Determining whether a mushroom is edible with machine learning

It's been awhile since my last blog post but we've been busy with a big move from Houston to Brooklyn. The opportunities in New York City for data science and AI seem endless! I've also been spending some time putting to practice my newly acquired knowledge of machine learning by browsing through open datasets.

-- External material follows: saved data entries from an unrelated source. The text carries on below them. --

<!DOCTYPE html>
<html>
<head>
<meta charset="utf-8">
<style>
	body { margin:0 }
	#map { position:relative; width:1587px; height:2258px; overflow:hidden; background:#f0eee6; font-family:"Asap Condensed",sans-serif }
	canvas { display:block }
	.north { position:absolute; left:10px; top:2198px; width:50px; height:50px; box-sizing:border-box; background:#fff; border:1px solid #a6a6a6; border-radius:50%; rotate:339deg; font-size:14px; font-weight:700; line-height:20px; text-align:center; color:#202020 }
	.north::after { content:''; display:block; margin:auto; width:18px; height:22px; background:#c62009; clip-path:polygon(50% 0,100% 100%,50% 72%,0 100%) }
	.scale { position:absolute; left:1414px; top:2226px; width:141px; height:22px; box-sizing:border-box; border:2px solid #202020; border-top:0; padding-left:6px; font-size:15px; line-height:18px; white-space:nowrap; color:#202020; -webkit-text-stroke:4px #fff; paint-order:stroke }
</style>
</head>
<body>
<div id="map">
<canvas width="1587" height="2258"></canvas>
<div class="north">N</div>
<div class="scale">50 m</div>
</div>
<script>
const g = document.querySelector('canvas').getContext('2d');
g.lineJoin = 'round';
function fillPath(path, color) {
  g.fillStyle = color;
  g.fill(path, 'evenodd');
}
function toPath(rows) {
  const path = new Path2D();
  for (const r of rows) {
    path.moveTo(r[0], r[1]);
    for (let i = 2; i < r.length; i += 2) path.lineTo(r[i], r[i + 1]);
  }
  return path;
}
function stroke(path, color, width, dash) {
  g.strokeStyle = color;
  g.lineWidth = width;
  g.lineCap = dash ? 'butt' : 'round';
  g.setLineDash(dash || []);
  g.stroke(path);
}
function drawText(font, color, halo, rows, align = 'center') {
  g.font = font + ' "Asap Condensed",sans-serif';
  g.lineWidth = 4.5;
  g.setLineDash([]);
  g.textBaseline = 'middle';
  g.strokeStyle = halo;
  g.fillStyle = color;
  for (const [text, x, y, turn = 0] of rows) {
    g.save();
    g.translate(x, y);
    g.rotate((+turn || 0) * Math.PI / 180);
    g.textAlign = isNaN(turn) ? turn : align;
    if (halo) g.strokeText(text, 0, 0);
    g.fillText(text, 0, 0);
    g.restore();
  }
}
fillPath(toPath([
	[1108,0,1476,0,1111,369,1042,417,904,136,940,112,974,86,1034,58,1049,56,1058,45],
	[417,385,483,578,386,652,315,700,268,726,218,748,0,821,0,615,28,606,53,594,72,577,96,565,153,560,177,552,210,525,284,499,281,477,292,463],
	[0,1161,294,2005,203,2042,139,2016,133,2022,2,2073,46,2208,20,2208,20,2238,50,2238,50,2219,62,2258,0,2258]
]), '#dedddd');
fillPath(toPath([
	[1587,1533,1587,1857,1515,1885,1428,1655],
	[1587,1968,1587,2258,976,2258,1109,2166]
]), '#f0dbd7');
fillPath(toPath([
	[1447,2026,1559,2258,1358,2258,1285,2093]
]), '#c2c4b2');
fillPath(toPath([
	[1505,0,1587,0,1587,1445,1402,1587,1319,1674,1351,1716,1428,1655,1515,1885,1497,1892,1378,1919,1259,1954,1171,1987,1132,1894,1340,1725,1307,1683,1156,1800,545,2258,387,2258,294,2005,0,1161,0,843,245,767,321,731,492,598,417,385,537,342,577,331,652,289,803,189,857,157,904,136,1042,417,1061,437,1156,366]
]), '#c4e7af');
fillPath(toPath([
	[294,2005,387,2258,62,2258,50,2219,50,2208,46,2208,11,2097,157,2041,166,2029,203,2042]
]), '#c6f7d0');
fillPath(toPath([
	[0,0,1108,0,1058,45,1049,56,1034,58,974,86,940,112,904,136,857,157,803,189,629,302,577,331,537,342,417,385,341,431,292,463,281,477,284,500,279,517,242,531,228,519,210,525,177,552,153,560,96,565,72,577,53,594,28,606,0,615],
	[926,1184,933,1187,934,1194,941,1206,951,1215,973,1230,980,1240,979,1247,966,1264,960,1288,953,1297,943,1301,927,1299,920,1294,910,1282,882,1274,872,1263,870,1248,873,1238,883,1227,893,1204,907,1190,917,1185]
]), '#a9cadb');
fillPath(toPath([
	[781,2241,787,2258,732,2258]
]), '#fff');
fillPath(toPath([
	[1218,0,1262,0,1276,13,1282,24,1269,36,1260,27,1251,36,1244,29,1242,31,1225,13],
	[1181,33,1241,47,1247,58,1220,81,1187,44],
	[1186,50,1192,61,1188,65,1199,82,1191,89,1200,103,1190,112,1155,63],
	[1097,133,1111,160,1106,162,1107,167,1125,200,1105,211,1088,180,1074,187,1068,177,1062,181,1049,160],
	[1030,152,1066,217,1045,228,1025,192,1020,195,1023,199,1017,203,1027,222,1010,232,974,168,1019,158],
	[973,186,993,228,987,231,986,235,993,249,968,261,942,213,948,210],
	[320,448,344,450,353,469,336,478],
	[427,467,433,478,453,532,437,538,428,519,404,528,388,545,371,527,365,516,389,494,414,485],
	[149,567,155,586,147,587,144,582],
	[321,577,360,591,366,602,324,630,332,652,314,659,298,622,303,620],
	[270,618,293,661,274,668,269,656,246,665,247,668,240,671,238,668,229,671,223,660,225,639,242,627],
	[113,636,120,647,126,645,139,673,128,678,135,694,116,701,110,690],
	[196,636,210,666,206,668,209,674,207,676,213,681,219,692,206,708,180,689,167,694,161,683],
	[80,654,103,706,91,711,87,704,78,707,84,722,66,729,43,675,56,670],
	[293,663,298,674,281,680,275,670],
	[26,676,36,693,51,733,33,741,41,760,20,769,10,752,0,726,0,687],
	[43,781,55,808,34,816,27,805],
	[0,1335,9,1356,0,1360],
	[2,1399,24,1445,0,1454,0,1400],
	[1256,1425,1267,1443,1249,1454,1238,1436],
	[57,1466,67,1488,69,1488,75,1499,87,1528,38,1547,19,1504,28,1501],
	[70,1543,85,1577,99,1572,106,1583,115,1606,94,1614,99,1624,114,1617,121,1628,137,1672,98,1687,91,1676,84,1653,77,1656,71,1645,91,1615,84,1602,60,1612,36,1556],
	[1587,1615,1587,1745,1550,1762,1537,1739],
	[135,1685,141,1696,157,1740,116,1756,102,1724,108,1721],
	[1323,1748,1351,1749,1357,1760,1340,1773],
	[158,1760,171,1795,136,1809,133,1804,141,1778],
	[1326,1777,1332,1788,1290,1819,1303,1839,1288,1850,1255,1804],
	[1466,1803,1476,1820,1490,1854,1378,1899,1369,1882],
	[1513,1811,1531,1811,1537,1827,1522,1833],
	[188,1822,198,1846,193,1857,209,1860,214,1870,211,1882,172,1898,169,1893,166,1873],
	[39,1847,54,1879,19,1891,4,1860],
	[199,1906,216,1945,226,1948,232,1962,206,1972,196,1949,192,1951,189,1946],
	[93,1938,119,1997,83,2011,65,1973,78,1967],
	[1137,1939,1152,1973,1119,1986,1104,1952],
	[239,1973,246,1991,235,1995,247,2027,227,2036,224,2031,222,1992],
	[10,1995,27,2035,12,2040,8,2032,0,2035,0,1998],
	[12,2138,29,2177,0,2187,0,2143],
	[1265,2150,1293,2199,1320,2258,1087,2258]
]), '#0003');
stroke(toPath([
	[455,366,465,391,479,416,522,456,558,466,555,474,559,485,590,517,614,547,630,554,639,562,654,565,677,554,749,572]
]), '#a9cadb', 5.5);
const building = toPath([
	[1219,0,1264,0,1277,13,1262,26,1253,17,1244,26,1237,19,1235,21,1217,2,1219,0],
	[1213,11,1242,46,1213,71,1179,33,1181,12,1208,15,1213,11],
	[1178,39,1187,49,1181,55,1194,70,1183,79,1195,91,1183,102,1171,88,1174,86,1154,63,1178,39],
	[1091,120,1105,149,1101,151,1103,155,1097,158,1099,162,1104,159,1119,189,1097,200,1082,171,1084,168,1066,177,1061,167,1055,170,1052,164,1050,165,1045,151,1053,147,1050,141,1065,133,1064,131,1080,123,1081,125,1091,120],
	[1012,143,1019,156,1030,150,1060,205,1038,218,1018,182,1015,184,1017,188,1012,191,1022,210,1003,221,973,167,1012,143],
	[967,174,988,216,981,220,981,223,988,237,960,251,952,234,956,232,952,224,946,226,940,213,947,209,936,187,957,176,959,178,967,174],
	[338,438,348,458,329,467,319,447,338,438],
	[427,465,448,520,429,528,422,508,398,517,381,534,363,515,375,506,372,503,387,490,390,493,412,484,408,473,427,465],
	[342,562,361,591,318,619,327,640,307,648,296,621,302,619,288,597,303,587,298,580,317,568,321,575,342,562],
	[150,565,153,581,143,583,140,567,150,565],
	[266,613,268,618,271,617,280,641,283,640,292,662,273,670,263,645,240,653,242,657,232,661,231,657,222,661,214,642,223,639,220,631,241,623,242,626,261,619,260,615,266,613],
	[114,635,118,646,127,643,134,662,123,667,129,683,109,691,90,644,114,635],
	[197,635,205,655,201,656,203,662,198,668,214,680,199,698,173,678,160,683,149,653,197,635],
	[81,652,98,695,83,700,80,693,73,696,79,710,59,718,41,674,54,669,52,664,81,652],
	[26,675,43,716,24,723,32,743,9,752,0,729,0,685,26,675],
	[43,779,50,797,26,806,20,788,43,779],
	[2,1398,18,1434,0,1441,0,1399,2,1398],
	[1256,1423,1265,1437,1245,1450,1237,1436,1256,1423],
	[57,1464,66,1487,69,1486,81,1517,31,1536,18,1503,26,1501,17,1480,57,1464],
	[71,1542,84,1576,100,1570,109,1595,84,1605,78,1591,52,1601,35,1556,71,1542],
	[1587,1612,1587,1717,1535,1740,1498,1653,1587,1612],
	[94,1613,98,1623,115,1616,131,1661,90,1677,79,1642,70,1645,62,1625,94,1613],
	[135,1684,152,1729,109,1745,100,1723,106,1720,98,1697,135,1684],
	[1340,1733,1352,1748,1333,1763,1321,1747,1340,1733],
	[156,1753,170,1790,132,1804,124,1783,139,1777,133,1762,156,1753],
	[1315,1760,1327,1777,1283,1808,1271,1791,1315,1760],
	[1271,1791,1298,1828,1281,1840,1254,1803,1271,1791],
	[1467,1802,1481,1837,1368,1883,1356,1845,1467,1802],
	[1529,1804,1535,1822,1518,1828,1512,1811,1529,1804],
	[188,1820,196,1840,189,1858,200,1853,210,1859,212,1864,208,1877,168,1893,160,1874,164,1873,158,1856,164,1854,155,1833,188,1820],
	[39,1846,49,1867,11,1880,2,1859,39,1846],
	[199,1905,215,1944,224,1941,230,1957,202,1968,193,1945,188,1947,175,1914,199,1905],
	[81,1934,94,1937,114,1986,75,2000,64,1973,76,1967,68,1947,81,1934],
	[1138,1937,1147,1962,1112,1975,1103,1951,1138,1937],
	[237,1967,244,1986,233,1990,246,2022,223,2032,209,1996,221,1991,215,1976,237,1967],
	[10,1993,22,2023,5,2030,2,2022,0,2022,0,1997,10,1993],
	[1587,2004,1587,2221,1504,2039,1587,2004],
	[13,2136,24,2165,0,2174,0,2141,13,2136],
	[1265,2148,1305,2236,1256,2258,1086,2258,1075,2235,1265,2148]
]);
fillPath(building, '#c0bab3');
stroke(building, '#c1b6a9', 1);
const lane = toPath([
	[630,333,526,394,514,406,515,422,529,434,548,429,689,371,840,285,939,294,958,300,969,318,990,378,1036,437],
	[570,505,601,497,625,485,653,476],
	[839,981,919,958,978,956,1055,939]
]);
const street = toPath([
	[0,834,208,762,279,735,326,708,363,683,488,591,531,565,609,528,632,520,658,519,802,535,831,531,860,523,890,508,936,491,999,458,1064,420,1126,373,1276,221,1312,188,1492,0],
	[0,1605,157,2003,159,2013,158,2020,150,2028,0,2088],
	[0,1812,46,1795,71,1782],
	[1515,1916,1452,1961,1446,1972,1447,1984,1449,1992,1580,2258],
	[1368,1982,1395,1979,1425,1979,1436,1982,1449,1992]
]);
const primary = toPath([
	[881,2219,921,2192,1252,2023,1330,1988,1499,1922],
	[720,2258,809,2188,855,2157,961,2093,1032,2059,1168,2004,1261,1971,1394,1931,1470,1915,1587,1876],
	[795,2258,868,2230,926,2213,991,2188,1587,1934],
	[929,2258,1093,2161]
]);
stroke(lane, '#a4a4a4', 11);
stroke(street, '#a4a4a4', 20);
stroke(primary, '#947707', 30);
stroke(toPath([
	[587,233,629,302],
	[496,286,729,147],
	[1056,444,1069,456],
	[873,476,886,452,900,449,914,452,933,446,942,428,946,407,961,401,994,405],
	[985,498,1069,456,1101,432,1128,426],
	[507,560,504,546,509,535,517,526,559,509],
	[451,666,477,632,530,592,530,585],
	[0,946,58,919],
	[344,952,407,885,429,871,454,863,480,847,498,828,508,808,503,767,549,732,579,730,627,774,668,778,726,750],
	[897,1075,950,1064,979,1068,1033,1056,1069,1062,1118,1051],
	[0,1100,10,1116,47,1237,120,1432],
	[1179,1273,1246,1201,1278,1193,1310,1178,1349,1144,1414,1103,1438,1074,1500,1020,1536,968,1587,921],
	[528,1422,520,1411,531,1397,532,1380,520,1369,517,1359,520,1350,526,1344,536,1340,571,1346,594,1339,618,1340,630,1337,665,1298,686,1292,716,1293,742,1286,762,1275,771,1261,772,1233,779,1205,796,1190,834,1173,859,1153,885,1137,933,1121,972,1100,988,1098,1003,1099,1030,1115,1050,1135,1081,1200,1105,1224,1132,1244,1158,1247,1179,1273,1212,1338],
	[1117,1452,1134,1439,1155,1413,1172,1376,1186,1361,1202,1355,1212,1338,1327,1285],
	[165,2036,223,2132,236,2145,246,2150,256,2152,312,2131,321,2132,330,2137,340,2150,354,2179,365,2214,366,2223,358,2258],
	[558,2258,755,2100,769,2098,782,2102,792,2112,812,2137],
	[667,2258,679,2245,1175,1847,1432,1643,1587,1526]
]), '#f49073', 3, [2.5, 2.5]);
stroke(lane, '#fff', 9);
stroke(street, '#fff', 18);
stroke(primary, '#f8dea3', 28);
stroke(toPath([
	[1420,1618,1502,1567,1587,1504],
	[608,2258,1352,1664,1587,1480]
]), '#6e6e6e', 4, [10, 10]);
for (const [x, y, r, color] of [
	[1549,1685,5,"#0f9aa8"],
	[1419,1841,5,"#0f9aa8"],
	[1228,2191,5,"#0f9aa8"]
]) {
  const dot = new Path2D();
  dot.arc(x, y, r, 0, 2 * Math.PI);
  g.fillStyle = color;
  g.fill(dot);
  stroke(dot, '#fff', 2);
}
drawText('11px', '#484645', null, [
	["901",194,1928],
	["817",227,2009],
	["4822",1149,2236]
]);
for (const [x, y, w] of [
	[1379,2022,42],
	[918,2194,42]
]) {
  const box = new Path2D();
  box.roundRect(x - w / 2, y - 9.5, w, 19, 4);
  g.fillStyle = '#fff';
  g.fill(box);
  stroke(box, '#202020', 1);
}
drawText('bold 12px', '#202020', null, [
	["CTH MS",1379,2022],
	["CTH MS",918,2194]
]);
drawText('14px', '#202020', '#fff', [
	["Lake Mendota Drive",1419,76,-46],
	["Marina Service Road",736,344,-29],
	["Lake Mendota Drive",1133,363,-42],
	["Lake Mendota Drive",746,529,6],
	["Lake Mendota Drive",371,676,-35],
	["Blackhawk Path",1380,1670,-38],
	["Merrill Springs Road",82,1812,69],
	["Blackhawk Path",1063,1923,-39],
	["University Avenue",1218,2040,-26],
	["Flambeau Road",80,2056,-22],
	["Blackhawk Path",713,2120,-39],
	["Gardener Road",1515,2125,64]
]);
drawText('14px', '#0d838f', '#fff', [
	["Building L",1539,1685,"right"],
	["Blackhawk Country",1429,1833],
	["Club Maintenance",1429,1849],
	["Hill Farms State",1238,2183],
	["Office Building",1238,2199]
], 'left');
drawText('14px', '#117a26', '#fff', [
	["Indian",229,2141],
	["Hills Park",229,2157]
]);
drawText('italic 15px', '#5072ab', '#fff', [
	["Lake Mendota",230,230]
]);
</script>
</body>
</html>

One dataset that piqued my interest is the mushroom dataset from the UCI Machine Learning Repository describing different species from the genera Agaricus and Lepiota. The data are taken from The Audubon Society Field Guide to North American Mushrooms, which states "there is no simple rule for determining the edibility of a mushroom". Challenged by this bold claim, I wanted to explore if a machine could succeed here. In addition to answering this question, this post explores some common issues in machine learning and how to use Python's go-to machine learning library, Scikit-learn, to address them.

Table of contents

  1. Cleaning the dataset
  2. Preprocessing the features
  3. Preliminary validation with the hold-out method
  4. Nested cross-validation
  5. Identifying the most influential features

1. Cleaning the dataset

Let's begin by loading the dataset.

In [2]:
df = pd.read_table('data/agaricus-lepiota.data', delimiter=',', header=None)
df.head()
Out[2]:
0 1 2 3 4 5 6 7 8 9 ... 13 14 15 16 17 18 19 20 21 22
0 p x s n t p f c n k ... s w w p w o p k s u
1 e x s y t a f c b k ... s w w p w o p n n g
2 e b s w t l f c b n ... s w w p w o p n n m
3 p x y w t p f c n n ... s w w p w o p k s u
4 e x s g f n f w b k ... s w w p w o e n a g

5 rows × 23 columns

In [3]:
df.info()
<class 'pandas.core.frame.DataFrame'>
RangeIndex: 8124 entries, 0 to 8123
Data columns (total 23 columns):
0     8124 non-null object
1     8124 non-null object
2     8124 non-null object
3     8124 non-null object
4     8124 non-null object
5     8124 non-null object
6     8124 non-null object
7     8124 non-null object
8     8124 non-null object
9     8124 non-null object
10    8124 non-null object
11    8124 non-null object
12    8124 non-null object
13    8124 non-null object
14    8124 non-null object
15    8124 non-null object
16    8124 non-null object
17    8124 non-null object
18    8124 non-null object
19    8124 non-null object
20    8124 non-null object
21    8124 non-null object
22    8124 non-null object
dtypes: object(23)
memory usage: 1.4+ MB

The dataset consists of 8124 training examples, each representing a single mushroom. The first column is the target variable containing the class labels, identifying whether the mushroom is poisonous or edible. The remaining columns are 22 discrete features that describe the mushroom in some observable way; their values are encoded by characters. For example, gill size is either broad (b) or narrow (n), and veil color can be brown (n), orange (o), white (w), or yellow (y). Each feature has numerous values so if you'd like to peruse the details you can find them in the data description.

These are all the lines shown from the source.